**Your instructions:**
In the data below, find every line with the word "arrow" and copy it.

*** Opening of Given information ***

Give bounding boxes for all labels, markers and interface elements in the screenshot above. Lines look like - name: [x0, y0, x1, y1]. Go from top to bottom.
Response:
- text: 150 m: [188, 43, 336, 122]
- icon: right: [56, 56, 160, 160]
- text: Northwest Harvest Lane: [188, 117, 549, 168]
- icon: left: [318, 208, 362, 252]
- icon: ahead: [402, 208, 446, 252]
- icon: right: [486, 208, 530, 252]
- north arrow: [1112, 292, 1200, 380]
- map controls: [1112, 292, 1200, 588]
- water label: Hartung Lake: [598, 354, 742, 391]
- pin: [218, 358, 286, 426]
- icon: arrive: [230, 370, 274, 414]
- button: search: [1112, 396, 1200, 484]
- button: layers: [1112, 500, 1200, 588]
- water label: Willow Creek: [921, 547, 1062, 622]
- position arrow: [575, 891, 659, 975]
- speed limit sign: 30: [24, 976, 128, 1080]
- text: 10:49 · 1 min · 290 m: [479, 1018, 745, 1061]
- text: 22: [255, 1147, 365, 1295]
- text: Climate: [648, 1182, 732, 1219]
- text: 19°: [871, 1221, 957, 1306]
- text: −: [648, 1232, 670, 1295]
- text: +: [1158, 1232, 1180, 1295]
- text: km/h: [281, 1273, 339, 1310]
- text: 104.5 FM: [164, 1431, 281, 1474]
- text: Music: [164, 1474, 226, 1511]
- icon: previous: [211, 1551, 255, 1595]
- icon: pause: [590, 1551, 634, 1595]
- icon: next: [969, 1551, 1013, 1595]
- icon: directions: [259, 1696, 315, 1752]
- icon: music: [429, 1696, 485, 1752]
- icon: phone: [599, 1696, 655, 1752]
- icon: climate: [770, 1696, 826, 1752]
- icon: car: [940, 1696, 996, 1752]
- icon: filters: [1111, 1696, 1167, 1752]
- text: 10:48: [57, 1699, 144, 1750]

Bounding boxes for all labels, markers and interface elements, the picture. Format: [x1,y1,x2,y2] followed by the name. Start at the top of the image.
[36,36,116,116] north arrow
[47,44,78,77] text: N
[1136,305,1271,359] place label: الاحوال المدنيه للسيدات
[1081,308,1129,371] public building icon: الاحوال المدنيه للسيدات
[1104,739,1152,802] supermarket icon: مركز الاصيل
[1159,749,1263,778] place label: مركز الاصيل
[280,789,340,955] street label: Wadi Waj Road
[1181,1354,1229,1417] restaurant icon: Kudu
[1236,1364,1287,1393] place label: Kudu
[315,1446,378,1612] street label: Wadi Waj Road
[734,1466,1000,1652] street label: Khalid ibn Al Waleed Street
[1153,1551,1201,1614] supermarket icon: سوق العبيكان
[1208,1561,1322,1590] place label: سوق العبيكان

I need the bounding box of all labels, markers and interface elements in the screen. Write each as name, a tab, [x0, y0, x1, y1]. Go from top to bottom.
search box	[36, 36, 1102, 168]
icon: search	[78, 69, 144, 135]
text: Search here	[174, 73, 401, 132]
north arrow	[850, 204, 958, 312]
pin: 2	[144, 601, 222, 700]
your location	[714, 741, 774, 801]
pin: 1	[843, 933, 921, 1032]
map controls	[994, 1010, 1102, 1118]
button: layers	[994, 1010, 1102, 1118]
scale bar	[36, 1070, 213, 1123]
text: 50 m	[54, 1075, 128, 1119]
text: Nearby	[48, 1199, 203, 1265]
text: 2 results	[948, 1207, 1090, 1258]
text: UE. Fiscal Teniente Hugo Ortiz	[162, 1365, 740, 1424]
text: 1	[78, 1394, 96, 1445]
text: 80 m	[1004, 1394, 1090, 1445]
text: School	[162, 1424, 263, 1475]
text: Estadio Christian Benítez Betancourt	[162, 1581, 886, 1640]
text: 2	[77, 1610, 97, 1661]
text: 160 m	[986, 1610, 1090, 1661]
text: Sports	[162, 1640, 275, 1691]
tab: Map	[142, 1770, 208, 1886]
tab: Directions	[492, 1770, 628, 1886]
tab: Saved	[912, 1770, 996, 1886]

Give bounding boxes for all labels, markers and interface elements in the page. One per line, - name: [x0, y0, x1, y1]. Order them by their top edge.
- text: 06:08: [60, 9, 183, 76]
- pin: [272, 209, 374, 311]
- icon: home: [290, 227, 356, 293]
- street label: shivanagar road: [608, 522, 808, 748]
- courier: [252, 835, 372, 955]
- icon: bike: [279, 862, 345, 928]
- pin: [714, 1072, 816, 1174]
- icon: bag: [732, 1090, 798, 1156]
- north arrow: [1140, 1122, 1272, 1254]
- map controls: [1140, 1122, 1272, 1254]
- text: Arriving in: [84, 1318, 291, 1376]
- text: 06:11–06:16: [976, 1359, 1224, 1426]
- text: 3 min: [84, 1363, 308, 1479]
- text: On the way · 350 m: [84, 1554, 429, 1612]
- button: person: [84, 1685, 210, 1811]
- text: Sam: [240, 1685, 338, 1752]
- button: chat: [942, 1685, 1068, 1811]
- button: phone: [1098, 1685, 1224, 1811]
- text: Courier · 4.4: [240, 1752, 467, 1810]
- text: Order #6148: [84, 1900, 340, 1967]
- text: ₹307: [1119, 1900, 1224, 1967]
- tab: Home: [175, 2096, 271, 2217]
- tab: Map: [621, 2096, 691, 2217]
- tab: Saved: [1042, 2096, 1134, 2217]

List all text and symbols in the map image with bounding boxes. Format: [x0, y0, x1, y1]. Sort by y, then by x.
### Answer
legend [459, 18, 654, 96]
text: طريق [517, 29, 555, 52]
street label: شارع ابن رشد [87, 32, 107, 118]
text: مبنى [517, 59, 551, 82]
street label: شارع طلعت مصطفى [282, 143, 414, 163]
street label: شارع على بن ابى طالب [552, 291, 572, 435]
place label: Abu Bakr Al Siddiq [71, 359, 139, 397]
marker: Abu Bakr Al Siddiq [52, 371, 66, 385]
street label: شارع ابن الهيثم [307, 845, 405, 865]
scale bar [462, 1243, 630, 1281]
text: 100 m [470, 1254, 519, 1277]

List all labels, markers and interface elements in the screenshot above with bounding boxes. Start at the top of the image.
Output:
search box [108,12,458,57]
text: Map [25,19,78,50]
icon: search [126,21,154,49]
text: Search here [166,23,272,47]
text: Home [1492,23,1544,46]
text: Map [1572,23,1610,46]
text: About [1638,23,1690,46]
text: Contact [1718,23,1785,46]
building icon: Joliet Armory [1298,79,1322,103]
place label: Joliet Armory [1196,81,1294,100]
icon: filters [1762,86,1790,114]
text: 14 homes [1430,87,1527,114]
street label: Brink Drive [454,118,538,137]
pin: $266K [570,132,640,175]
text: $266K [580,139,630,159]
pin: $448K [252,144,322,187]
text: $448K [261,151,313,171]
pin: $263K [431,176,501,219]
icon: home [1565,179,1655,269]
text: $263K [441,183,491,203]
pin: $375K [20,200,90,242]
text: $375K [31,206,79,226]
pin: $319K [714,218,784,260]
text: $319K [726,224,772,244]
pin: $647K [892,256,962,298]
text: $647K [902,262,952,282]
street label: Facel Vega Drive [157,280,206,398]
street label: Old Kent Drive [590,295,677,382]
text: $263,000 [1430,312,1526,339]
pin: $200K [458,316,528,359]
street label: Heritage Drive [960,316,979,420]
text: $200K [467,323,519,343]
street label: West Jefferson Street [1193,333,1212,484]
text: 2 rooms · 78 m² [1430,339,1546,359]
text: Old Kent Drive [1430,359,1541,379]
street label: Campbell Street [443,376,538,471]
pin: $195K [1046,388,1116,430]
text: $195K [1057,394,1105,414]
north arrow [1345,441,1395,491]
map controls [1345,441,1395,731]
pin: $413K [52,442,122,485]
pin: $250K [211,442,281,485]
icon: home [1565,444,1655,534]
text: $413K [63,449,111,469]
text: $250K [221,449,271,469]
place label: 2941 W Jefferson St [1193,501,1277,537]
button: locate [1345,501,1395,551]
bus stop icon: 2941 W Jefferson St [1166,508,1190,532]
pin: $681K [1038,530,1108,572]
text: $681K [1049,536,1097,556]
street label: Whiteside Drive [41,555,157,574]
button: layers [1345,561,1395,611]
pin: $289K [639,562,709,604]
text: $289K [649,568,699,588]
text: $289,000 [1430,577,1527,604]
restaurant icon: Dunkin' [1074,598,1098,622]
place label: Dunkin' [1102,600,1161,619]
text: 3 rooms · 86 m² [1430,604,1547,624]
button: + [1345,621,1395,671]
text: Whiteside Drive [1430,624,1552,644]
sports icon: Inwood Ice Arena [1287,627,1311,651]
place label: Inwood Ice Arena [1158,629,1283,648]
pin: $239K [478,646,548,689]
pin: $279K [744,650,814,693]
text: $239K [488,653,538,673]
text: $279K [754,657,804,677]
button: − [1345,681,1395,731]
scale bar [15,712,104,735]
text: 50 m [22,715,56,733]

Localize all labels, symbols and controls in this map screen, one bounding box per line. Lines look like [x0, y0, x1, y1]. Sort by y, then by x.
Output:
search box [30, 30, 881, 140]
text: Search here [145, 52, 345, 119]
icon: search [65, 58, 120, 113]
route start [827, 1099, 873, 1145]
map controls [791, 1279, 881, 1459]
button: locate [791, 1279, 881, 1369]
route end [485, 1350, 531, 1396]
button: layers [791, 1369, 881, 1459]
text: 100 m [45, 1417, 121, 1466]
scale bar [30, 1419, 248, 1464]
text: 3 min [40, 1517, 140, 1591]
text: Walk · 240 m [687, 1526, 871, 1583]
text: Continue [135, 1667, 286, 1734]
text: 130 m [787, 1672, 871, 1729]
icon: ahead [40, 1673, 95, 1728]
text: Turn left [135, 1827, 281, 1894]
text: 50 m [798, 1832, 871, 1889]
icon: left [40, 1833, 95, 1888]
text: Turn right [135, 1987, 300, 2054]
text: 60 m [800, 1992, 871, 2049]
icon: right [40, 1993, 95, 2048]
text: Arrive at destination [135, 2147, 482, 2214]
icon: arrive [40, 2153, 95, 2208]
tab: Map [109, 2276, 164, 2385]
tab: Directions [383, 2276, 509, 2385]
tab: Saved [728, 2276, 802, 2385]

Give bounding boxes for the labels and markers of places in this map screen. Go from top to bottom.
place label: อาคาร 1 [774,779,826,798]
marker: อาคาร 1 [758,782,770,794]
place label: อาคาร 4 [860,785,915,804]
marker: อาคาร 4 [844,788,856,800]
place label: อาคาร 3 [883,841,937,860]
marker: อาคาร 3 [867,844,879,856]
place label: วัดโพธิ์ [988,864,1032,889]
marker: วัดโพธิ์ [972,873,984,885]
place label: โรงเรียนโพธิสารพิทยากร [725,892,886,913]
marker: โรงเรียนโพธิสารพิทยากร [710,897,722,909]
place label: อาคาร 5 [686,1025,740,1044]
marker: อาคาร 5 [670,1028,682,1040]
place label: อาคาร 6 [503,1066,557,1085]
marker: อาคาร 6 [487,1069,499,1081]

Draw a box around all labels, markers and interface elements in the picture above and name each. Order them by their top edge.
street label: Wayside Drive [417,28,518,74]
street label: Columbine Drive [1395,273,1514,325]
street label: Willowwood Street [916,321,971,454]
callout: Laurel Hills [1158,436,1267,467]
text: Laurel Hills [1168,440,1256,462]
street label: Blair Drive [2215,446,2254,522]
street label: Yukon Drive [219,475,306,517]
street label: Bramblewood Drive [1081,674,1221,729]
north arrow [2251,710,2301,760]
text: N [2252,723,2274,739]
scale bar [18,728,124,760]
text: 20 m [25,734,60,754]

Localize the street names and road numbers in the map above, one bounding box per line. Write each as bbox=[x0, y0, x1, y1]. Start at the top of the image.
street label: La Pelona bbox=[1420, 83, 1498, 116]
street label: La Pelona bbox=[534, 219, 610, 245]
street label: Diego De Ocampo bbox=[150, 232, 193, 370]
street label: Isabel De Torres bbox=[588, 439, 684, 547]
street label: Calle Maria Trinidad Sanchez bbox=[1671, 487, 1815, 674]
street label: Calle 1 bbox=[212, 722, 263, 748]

*** Close of Given information ***

**Solution to the problem:**
- north arrow: [1112, 292, 1200, 380]
- position arrow: [575, 891, 659, 975]
[36,36,116,116] north arrow
north arrow	[850, 204, 958, 312]
- north arrow: [1140, 1122, 1272, 1254]
north arrow [1345,441,1395,491]
north arrow [2251,710,2301,760]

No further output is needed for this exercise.